Although this may sound strange, taking slow-growing cancer cells and making them grow faster might be necessary to kill them. “It’s no use only killing the rapidly-growing cells if the quiet ones remain.”
And Parada agrees. In addition to blocking the growth of cells that make up most of the tumour, he says we also need to “identify strategies to kill the quiescent cells”. If we can do this, we might be able to give the entire tumour a knockout blow.
But it’s not just stem cells’ ability to regrow tumours that’s important for cancer development. In some organisms, brain stem cells have an internal clock that can influence the likelihood of a tumour growing. Whether this is the case for humans is unknown.
There may be a clock in the brain controlling cancer growth
Sousa-Nunes’ work in flies has shown that potentially cancer-causing changes in a gene called Prospero (PROX1 in humans) in the brain don’t always lead to a tumour. Her work and that of others shows that this is down to how strongly the gene is expressed and also timing.
“These brain cells in flies have an internal timer and change their properties over time,” she says. “If you trigger a genetic change in these cells at one point, it can lead to cancer, but if you do it later, the cell’s properties have changed and instead you just get increased cell growth and no cancer.”

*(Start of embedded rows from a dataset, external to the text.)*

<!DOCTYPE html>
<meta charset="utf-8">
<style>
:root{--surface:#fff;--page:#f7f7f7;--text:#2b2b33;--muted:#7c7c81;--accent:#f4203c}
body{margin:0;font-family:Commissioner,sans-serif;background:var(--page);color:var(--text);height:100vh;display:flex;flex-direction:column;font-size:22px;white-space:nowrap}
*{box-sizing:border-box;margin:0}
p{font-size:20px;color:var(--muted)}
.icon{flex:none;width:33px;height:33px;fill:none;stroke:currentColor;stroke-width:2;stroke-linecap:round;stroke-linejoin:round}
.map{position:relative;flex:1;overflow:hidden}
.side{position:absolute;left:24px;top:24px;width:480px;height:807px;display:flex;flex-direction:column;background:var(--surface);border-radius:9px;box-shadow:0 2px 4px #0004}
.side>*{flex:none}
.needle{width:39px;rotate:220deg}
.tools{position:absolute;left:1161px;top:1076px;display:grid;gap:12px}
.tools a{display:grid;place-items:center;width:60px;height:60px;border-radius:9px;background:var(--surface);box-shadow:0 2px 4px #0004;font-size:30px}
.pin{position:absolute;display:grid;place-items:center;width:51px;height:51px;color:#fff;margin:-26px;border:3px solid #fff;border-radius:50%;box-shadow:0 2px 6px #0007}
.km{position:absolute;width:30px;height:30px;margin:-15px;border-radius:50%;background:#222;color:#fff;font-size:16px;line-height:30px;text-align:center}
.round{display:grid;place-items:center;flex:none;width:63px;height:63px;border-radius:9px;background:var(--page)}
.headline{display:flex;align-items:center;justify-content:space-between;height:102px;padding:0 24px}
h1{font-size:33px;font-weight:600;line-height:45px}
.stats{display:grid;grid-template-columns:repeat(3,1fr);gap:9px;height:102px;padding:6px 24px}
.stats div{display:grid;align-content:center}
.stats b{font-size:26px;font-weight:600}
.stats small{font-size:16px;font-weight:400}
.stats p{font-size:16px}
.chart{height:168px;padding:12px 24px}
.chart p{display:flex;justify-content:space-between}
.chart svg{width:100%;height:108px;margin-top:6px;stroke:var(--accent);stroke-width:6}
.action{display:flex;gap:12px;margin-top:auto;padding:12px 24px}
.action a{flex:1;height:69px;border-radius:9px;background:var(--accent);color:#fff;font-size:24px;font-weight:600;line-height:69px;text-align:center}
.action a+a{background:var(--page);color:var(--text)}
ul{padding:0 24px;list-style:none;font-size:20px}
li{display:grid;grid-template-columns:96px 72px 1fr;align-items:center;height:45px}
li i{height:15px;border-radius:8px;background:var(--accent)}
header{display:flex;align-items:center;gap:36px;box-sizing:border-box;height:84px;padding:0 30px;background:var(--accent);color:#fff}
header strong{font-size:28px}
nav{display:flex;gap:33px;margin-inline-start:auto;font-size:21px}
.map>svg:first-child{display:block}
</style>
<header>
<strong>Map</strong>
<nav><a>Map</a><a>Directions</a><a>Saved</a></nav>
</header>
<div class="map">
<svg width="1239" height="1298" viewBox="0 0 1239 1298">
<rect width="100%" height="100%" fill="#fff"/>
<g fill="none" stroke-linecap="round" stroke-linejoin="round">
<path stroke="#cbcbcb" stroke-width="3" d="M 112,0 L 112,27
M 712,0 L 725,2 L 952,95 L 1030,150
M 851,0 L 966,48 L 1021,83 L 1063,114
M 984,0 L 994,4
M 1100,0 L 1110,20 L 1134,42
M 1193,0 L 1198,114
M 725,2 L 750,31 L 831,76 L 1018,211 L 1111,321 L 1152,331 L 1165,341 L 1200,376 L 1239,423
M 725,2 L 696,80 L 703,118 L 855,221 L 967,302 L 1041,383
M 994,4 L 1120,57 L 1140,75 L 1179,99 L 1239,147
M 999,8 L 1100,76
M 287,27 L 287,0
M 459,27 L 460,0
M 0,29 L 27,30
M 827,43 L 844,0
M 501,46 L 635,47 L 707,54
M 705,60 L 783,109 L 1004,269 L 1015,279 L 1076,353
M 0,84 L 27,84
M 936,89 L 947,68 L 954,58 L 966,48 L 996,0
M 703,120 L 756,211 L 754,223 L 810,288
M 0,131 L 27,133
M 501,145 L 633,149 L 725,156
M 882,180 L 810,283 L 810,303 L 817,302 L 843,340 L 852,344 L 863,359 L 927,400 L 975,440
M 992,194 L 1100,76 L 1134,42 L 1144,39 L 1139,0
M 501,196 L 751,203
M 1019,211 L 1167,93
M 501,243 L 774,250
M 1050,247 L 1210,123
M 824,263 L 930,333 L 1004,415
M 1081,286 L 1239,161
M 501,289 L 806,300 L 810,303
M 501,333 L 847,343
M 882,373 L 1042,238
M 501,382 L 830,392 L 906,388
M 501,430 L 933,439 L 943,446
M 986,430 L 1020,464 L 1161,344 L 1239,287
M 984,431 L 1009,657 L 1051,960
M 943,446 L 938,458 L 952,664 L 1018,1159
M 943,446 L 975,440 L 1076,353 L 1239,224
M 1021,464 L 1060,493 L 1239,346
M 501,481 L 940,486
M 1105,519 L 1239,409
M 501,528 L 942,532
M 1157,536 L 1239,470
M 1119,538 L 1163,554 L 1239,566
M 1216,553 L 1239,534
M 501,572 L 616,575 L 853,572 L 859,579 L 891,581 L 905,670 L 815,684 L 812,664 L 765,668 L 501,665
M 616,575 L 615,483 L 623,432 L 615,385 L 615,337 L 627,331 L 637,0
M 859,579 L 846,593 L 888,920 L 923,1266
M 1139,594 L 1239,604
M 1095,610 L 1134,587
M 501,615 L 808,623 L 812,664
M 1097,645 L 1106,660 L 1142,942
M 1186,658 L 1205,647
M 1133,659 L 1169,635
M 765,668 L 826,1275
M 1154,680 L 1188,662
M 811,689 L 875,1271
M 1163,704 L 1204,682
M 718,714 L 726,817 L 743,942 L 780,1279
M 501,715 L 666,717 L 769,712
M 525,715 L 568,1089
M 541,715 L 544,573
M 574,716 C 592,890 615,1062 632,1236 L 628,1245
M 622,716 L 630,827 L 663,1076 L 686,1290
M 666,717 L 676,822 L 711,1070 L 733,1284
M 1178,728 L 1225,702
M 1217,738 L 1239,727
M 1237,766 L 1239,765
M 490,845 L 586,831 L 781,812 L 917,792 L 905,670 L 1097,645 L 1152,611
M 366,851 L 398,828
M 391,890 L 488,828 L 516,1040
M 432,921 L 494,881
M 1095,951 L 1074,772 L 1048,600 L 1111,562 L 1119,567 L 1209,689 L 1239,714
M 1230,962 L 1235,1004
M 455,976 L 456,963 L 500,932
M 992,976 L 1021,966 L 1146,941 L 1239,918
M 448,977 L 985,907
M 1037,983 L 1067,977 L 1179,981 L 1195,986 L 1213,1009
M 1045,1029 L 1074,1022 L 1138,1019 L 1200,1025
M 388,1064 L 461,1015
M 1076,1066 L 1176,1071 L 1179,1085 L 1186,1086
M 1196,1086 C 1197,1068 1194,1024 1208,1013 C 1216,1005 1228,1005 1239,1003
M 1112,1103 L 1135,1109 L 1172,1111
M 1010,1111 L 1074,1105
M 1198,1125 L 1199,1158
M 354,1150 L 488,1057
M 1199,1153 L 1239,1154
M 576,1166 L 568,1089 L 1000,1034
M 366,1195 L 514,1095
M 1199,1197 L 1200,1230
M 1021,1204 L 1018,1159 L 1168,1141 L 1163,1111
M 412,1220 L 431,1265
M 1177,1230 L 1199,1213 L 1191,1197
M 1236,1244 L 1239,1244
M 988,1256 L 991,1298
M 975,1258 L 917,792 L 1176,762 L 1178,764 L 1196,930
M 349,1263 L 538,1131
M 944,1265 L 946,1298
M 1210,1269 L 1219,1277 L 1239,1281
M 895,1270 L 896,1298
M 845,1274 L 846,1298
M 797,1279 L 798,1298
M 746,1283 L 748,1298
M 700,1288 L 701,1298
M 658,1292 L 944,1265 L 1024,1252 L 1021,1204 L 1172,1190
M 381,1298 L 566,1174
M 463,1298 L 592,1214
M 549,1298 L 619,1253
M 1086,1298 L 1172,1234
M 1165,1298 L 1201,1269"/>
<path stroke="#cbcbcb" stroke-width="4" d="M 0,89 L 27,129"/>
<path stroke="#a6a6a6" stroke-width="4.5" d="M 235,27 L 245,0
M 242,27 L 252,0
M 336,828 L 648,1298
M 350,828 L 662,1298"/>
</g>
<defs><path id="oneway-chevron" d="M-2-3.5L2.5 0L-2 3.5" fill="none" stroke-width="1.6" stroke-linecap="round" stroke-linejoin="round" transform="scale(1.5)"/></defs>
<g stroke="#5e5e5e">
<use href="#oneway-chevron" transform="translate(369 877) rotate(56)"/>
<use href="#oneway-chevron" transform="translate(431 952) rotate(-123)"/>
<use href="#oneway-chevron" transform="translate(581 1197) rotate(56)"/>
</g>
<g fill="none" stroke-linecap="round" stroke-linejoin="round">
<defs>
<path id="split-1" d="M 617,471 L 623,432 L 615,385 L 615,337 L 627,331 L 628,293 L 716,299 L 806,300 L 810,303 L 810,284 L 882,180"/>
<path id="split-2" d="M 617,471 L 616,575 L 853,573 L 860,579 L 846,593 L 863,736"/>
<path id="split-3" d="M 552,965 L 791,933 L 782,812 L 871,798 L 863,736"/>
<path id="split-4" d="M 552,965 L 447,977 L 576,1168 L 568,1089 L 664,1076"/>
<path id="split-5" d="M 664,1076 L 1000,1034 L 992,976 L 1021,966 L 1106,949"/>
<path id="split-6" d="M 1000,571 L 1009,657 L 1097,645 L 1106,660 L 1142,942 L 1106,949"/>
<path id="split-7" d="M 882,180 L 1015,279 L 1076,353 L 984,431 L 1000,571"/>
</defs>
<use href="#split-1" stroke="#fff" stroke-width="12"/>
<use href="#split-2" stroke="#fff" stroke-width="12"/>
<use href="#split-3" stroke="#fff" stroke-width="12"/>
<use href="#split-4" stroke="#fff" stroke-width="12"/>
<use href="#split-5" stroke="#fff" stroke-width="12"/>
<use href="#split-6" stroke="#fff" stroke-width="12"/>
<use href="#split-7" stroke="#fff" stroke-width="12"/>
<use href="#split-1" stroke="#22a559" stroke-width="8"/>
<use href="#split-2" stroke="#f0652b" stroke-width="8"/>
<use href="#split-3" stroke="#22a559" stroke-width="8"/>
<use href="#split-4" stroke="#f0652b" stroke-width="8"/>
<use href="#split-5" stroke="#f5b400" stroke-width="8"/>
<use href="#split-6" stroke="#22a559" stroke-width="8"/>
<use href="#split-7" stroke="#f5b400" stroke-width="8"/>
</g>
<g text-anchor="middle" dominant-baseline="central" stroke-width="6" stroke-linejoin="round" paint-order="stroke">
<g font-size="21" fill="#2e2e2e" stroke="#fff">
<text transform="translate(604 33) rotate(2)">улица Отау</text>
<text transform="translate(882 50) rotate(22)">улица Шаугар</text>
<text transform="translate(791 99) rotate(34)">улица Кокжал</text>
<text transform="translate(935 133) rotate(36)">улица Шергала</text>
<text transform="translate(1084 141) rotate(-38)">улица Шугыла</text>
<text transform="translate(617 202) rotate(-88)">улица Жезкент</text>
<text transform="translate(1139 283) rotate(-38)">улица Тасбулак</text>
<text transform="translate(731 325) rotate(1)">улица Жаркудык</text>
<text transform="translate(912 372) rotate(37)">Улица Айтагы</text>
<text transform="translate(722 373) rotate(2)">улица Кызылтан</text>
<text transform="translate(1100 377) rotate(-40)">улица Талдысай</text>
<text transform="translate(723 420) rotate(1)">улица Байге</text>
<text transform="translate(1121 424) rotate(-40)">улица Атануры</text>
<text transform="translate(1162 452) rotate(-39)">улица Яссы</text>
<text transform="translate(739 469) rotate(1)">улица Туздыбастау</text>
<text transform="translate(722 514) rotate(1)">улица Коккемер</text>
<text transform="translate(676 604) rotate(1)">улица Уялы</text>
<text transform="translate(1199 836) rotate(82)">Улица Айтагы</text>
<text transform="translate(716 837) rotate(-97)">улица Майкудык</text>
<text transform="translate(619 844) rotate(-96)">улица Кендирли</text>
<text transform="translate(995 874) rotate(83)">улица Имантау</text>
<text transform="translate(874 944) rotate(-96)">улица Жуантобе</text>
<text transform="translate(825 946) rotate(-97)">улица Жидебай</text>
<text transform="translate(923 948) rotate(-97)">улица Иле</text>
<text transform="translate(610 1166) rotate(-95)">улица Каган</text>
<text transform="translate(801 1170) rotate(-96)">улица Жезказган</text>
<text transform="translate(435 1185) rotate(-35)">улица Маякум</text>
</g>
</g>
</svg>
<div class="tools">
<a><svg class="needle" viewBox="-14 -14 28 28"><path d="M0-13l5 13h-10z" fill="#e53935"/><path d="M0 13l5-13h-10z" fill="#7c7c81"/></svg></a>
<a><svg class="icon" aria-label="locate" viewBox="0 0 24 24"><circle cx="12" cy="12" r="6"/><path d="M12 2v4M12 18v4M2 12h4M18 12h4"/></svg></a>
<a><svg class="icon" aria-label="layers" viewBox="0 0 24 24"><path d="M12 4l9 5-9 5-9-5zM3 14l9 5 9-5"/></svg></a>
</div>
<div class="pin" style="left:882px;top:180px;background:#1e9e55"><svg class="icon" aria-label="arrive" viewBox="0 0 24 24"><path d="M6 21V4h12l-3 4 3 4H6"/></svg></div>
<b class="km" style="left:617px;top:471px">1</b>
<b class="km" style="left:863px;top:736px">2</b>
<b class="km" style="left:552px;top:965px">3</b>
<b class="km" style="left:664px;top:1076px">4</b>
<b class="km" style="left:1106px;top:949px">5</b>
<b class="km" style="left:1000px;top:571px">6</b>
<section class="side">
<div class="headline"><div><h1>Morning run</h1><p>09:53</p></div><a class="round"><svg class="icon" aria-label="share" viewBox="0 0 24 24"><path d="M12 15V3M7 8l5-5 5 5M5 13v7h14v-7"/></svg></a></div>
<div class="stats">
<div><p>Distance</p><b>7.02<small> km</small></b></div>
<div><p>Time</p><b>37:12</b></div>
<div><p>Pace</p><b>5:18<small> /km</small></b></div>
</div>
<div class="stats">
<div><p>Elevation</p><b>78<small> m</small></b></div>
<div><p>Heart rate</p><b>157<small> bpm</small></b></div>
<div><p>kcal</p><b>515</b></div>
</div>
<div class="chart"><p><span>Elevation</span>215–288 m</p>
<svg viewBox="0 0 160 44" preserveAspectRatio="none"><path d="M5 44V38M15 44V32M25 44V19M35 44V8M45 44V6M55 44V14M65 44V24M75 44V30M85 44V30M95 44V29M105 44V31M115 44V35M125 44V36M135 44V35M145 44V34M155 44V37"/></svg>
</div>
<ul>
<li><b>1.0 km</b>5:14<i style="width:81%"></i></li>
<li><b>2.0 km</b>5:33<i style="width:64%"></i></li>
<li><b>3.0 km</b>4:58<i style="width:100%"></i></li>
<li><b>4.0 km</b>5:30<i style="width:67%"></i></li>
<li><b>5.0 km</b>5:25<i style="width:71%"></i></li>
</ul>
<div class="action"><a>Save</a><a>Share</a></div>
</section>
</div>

Sousa-Nunes is particularly excited to see if the same is true in human tumours. “The genetic changes found in flies have also been found to be linked to cancer growth in humans. But we’re yet to work out if timing plays a role in our cells too. It’s not been seen yet, but the possibility is tantalising.”

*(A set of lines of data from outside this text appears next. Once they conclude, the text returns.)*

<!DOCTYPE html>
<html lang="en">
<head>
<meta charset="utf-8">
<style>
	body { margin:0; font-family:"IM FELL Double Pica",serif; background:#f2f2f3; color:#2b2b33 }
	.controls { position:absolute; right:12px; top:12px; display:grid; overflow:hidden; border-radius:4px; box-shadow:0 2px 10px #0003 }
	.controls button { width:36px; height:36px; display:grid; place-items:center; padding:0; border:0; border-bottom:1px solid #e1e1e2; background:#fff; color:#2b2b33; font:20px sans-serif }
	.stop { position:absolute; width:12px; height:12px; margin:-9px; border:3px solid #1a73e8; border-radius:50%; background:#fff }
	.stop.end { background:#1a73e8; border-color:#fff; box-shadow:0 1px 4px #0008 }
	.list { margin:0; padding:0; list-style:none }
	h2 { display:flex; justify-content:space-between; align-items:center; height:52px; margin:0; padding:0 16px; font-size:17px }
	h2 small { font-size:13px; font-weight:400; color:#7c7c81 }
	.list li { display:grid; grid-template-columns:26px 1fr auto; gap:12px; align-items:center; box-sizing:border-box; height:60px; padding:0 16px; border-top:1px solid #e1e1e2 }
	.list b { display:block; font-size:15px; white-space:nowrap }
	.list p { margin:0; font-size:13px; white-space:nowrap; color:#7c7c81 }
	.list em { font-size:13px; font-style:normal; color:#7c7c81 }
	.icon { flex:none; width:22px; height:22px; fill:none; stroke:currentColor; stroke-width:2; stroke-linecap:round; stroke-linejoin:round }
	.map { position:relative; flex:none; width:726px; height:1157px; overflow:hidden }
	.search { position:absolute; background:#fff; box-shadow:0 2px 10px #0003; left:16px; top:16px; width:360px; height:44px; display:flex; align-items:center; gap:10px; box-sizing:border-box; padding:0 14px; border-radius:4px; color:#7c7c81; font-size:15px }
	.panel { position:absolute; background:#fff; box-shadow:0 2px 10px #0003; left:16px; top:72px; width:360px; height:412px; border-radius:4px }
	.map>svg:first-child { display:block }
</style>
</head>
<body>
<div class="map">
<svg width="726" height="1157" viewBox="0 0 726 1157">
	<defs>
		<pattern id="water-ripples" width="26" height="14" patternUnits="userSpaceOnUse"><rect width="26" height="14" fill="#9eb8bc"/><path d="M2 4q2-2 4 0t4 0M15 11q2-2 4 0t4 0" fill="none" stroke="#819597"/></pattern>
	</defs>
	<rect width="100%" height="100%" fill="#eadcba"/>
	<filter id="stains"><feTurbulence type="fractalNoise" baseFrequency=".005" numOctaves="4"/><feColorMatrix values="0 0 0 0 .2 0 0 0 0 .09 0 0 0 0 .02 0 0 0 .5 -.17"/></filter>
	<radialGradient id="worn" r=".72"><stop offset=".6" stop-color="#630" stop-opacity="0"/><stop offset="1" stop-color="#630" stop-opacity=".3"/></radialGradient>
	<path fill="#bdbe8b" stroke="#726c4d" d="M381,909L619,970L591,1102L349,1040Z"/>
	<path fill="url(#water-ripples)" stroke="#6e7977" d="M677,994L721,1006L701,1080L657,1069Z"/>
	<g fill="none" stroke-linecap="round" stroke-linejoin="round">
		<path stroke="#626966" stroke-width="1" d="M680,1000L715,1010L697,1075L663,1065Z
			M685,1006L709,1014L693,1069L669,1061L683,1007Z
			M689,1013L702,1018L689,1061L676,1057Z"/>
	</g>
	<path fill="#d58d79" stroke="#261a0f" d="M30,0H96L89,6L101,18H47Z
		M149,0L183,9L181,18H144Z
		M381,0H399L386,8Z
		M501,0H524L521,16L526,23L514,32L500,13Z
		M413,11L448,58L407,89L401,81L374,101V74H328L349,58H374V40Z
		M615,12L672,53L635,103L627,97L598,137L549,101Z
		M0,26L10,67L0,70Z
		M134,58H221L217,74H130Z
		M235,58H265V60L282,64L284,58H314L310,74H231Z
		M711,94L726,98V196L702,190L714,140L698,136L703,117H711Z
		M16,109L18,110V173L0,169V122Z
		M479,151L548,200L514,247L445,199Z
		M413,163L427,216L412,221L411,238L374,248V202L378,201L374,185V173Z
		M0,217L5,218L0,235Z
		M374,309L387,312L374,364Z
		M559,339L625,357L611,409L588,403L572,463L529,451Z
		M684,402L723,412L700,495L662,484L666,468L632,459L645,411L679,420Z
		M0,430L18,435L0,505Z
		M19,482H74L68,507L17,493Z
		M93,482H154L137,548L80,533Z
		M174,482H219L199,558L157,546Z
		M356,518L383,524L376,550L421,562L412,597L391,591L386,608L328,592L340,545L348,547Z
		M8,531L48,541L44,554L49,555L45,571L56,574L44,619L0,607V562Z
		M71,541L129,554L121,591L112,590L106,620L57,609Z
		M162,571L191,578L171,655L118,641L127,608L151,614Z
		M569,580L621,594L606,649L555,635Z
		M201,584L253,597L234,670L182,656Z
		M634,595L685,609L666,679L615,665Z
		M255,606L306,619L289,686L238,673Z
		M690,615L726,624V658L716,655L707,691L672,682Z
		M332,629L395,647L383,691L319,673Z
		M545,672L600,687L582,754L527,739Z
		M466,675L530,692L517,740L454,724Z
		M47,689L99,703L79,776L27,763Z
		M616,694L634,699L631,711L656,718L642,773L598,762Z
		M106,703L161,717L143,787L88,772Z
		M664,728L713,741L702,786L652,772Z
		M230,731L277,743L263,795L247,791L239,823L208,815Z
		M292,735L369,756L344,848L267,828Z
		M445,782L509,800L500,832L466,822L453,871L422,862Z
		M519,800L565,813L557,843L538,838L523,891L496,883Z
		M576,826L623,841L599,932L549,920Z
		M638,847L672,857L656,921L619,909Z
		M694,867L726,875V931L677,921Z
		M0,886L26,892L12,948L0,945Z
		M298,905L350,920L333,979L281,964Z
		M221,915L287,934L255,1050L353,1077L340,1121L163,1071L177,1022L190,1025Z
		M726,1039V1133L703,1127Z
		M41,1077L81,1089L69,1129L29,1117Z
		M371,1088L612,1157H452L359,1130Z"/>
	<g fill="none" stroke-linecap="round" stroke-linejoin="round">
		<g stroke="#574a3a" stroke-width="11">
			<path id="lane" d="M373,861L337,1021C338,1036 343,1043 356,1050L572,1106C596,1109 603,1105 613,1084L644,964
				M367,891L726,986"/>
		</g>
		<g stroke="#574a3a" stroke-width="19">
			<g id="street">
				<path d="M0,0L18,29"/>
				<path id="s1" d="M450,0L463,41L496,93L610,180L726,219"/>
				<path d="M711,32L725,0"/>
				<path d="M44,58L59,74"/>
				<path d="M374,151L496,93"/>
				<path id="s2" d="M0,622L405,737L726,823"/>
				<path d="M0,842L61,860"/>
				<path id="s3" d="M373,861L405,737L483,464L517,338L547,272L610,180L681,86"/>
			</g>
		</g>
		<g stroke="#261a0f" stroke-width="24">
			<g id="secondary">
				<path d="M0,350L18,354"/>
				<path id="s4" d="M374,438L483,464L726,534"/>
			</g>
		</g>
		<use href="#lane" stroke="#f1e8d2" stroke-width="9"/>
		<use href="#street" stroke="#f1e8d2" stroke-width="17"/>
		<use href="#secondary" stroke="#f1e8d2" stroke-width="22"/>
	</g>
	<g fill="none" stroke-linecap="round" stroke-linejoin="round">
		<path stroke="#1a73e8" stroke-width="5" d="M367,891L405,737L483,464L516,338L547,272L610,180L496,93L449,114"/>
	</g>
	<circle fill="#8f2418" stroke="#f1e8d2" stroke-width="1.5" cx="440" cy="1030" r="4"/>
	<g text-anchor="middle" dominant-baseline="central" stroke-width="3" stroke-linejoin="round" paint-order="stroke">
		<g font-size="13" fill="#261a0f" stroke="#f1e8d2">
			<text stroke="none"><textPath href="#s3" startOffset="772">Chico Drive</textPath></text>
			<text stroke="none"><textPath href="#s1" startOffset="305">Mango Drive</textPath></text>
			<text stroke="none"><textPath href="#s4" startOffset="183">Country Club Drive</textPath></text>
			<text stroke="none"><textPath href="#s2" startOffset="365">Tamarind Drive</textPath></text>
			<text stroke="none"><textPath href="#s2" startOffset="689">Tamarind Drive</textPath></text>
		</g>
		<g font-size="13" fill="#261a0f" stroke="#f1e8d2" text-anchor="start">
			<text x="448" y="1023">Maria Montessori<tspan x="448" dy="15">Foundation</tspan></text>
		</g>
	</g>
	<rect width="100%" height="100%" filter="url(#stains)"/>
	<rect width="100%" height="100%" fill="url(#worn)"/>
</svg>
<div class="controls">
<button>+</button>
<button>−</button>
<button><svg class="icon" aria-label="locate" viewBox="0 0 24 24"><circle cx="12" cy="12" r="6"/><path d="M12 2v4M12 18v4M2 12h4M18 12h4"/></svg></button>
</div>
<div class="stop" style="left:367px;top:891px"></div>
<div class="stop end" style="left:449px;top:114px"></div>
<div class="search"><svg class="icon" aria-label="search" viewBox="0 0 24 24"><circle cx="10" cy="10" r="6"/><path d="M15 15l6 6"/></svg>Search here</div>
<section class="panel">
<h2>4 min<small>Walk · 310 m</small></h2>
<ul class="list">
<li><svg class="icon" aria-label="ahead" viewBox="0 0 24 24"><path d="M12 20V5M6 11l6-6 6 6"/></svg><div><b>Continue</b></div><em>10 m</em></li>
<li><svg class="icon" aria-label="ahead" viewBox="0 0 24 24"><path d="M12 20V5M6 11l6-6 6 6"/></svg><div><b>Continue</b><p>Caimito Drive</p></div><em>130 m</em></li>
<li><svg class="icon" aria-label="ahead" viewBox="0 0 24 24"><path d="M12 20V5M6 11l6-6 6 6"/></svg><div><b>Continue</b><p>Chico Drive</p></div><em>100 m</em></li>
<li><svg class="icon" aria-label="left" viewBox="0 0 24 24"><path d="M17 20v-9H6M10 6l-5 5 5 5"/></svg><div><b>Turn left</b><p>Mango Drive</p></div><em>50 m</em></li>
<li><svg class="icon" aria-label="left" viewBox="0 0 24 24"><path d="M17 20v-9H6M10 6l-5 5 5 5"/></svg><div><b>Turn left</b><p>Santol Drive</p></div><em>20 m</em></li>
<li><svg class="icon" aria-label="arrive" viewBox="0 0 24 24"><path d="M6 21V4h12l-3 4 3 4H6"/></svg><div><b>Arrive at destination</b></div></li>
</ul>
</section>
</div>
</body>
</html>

It’s a distant goal, but if this is found to be the case, it points to potential new ways to intervene before a cancer develops. If scientists can work out the timings of these changes that cause a cell to become either a cancer or a non-cancerous growth, then they might be able to encourage them down the potentially less harmful route.
Unlocking the biology that could lead to new treatments
Parada and Sousa-Nunes’ work is rooted in the lab. So it’s some way from being turned into new treatments. But it’s the knowledge we gain from their studies that brings us closer to that possibility.
By figuring out the mechanisms that cause brain tumours to grow, scientists can find new targets and ideas for treatments. Without this sort of work, and the collaborations and debates this research inspires, many of today’s cancer therapies wouldn’t exist.
But, just like with a jigsaw, where finding the corner pieces first helps you to complete the whole picture, these early discoveries help us find the way to eventually improve the outcomes for people with cancer.
We still have a long way to go before we can say exactly how brain tumours start and grow, but that’s one of the goals of the Cancer Research UK Brain Tumour Awards.
Sousa-Nunes believes it will “lure more neuroscientists in” to focusing on cancer. If this is the case, we can use their knowledge of the brain and translate it into beating cancer.
Parada also feels optimistic. “It’s really exciting to see that Cancer Research UK have focused on brain tumours. It’s those kinds of moments of focus that tend to create great leaps forward in research.”
A leap is exactly what we’re looking for.